"Vanitiy of vanities, sayeth the preacher. All is vanity." (Ecclesiates 12:8)
he Asperger's philosopher Ludwig Wittgenstein said most people are not worth much. Would that was true! Many are debit entries on the balance sheet of mye social world: They create problem for me and cause me trouble, so that, manifestly, the universe would be better off had they never been born (see right), which is probably part of the reason some of them are against abortion. Let me here express my sincere platitude to all the clueless people who childrearended me.
Then there is the problem that people "create" – in a taxonomic, not honorific æsthetic or engineering sense of adding value – a lot of unnecessary trash: If you don't mess it up, then nobody has to clean it up. Let's do the potlatch again! As postmodernist architect Robert Venturi did not say: More is a bore.
The psychoanalyst Wilfred Bion observed that all social customs are shared hallucinoses aka: social psychoses. People are mostly 2-legged herd animals lived by their society, not autochthonously alert and awake individuated persons. The invasion of the body snatchers occurs in the nursery: it is socially normative childrearing. The body snatchers / soul murderers are normal[ized] parents who rear the child to be a good citizen, not raise him (her, other) up to creatively shape his own life and to become a critical judge of the world.
Not all trash is bad. One of the few good things about when I worked in a white collar office was that when the vending machine service man restocked the snack machine, he threw items whose "Use by" date had expired in the nearby trash can. I took the discarded packets of Doritos from the trash and had: free expired Doritos! I liked that. Sadly, the rest of the office day was generally less good, to the degree that one afternoon when I had a prostate biopsy, it was less worse than had I expended the time in the office.
I am an aristocrat sans portfolio. This morning (+2021.10.10), I braved going out into the world go to a very fancy pastry shop to buy almond croissants for myself, my wife, and the pre-World War II old and "old money" French lady who lives up the hill from me. I had never been to La Tulipe before, and, as always, another day another dent; on my way out of the too narrow parking area I tapped something and it slightly dented the car's rear bumper (who's rated at 5 MPH?). Then, in penance, I went to Starbucks, to get my wife a Pumpkin spice lattte (what?), and, while waiting to give my order, I compared pastry offerings. So that's what the second thru fourth deciles like.
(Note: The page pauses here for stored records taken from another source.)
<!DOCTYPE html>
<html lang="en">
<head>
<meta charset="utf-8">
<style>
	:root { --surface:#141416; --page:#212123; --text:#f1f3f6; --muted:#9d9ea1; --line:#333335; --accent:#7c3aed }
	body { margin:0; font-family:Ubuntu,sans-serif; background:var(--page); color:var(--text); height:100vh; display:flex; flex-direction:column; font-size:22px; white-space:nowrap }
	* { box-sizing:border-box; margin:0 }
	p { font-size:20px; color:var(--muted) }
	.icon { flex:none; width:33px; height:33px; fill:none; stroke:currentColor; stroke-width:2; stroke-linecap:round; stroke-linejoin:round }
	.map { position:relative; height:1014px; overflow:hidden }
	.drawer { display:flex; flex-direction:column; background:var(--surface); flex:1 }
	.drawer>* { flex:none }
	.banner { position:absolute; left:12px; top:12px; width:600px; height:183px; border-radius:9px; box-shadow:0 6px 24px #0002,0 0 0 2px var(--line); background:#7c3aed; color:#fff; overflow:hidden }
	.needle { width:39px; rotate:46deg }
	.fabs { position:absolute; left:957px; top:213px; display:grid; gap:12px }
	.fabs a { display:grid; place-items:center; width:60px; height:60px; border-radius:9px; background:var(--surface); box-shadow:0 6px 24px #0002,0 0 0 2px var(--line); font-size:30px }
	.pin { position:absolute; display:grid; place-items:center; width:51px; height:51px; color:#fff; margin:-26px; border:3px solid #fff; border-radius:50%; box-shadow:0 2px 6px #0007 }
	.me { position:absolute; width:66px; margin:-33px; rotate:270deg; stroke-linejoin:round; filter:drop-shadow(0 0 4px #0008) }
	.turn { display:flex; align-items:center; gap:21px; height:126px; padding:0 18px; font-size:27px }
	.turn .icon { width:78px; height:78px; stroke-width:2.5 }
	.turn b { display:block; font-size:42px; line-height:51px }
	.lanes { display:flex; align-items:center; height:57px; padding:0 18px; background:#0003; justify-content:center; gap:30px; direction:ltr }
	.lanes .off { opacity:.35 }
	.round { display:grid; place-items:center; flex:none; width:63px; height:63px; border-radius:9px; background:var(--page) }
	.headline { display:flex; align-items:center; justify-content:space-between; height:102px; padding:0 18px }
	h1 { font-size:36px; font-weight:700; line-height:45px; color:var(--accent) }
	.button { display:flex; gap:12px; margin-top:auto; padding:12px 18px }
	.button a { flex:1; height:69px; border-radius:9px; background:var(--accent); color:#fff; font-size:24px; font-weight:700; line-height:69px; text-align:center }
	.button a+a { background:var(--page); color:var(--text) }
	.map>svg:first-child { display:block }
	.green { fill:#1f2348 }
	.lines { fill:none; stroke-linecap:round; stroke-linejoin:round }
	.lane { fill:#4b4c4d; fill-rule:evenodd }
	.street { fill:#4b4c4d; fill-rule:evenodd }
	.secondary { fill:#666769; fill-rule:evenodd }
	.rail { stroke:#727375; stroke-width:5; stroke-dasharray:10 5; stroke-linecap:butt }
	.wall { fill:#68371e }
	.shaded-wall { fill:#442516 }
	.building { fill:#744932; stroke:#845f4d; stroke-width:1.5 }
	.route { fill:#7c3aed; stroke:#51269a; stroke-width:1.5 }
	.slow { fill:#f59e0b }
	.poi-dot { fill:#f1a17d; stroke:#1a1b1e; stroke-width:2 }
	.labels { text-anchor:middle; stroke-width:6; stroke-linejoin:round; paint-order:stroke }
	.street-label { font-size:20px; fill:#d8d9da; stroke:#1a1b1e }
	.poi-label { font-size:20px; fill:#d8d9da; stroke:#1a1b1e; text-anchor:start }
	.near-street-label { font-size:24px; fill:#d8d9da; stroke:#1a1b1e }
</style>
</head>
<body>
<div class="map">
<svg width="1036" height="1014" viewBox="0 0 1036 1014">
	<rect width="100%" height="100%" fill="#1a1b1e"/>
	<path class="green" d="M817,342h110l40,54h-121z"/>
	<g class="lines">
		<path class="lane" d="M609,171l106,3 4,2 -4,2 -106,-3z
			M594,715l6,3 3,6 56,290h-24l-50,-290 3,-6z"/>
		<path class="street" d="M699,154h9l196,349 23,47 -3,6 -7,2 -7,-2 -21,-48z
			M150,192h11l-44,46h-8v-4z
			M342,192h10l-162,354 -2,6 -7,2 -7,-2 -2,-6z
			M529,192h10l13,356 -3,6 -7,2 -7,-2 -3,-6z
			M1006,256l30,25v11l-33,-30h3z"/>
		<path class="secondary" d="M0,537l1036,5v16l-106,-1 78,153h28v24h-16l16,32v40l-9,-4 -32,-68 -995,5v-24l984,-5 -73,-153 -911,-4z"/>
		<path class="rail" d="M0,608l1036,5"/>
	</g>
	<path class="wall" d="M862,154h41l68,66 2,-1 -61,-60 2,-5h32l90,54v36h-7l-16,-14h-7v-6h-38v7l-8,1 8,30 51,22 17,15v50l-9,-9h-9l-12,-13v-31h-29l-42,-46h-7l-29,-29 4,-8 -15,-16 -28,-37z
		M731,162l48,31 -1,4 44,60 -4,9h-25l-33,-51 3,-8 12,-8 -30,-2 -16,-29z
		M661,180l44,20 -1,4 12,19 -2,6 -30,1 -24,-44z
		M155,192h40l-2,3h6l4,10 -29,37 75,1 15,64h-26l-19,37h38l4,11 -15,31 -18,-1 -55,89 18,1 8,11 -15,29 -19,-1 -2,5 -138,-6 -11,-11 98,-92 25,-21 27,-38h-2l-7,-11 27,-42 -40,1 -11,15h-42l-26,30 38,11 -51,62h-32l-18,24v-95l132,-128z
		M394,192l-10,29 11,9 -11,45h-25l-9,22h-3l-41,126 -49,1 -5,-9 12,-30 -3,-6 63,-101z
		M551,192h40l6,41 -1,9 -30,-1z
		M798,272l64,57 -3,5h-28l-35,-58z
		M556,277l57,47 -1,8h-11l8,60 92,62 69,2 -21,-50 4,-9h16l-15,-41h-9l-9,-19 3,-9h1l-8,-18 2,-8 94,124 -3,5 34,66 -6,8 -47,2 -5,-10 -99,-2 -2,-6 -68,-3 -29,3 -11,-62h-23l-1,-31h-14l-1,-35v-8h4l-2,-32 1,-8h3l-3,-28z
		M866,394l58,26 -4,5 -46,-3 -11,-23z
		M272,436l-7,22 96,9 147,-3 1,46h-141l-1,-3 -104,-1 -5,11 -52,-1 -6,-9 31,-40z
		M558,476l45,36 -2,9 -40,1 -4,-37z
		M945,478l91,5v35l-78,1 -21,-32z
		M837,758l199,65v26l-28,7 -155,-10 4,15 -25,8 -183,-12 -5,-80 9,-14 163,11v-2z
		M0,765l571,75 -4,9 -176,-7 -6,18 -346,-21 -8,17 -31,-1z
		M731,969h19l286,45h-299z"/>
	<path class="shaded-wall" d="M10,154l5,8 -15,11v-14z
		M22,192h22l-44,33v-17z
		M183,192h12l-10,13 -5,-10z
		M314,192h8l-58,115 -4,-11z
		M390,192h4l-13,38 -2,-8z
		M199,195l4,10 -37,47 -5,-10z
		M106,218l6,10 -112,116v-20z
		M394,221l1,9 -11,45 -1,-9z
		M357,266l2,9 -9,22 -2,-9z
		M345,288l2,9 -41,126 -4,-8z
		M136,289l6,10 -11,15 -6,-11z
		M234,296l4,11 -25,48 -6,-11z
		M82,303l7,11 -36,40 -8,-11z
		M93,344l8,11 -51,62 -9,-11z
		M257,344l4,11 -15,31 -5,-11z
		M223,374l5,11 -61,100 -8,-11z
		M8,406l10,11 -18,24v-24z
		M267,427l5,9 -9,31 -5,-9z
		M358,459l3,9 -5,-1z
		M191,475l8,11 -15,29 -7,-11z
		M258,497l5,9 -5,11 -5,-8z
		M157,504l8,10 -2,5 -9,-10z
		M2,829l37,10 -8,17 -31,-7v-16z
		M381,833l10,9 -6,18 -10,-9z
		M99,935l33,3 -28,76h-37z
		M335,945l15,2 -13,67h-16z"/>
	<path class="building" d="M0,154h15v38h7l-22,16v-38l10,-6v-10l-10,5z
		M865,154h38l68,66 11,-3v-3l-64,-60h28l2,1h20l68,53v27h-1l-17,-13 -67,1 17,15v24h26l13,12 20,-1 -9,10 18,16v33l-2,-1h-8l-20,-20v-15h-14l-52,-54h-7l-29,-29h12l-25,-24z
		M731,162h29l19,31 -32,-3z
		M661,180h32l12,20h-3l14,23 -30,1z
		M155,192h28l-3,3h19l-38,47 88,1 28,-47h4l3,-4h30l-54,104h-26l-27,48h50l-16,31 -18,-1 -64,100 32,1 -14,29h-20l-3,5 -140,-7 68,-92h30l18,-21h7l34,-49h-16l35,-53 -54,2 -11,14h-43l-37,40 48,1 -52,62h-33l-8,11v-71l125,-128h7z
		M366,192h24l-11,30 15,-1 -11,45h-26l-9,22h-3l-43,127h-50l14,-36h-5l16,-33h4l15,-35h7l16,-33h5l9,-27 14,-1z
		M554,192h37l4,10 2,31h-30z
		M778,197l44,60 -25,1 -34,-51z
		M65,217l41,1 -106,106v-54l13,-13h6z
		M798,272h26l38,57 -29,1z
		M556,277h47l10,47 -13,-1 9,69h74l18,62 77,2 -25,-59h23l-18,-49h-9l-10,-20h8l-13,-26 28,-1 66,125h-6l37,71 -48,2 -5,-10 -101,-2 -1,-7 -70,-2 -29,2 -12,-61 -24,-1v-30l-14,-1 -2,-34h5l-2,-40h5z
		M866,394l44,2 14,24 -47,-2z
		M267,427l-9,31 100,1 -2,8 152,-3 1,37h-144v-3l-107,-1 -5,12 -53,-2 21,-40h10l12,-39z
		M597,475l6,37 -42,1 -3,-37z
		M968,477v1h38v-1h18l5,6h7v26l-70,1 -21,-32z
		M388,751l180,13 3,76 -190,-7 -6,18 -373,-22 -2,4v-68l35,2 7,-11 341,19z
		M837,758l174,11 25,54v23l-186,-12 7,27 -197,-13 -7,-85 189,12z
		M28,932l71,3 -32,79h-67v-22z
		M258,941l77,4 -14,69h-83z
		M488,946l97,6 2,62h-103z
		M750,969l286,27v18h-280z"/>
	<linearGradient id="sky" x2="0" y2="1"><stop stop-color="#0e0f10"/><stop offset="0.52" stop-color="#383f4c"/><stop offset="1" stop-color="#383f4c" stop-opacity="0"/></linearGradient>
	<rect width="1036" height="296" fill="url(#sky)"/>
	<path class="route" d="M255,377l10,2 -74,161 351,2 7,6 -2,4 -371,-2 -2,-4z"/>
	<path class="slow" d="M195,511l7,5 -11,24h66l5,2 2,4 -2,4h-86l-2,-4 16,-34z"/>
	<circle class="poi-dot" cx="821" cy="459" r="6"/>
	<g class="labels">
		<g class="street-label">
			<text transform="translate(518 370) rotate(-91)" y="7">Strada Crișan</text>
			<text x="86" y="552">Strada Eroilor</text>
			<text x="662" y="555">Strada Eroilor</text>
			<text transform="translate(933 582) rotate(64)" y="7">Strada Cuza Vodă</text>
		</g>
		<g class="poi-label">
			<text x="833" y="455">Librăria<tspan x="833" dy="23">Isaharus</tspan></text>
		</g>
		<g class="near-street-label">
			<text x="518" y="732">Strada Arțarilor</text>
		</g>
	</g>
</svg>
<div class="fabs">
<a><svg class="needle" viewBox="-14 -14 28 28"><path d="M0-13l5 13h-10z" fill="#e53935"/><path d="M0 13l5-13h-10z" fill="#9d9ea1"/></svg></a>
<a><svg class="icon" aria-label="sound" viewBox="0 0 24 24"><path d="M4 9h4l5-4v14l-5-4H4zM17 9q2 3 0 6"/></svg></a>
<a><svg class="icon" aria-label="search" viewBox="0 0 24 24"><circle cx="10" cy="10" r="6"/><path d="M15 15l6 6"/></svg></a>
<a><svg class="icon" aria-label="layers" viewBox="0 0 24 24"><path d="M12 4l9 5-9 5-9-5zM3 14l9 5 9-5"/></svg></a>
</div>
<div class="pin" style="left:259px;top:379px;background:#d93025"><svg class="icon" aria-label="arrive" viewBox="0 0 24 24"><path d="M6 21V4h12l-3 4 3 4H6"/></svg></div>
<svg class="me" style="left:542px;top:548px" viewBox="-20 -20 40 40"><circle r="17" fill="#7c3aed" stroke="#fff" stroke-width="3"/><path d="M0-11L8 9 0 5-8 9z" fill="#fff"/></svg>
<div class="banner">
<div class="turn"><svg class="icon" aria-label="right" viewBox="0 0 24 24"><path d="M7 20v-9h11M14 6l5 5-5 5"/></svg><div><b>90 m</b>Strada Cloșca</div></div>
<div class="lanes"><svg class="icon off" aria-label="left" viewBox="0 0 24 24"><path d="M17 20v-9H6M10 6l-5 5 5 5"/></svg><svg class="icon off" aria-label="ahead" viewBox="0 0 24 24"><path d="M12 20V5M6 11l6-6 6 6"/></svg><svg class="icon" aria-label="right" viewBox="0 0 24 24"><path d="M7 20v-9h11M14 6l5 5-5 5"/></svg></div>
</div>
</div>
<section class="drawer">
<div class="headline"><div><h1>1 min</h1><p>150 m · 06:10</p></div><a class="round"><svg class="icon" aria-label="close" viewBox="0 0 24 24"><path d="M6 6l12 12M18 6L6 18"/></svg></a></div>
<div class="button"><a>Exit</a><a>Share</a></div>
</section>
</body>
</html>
The croissant, while quite good, was a bit too much: not so much (or little...) to my taste as the less fancy one a good manager had brought to work one morning from La Petite Patisserie (Larchmont, New York). Yum! She was the lady who, when, 10AM one normally busy morning in the office, I said I had never driven a BMW 5-speed, threw me her key ring and told me to go for a spin (the 318 was old enough that it did not even have carpet on the floor, but so what?). Now that's class! To end this little vignette: The old lady has a bunch of superannuating half-empty liquor bottles in a cabinet and she never drinks (you can't take it with you to the other side of the topsoil...), so she gave me a bottle of Benedictine. It greatly improved my morning expresso coffee. Dulce et decorum est pro patria vivere.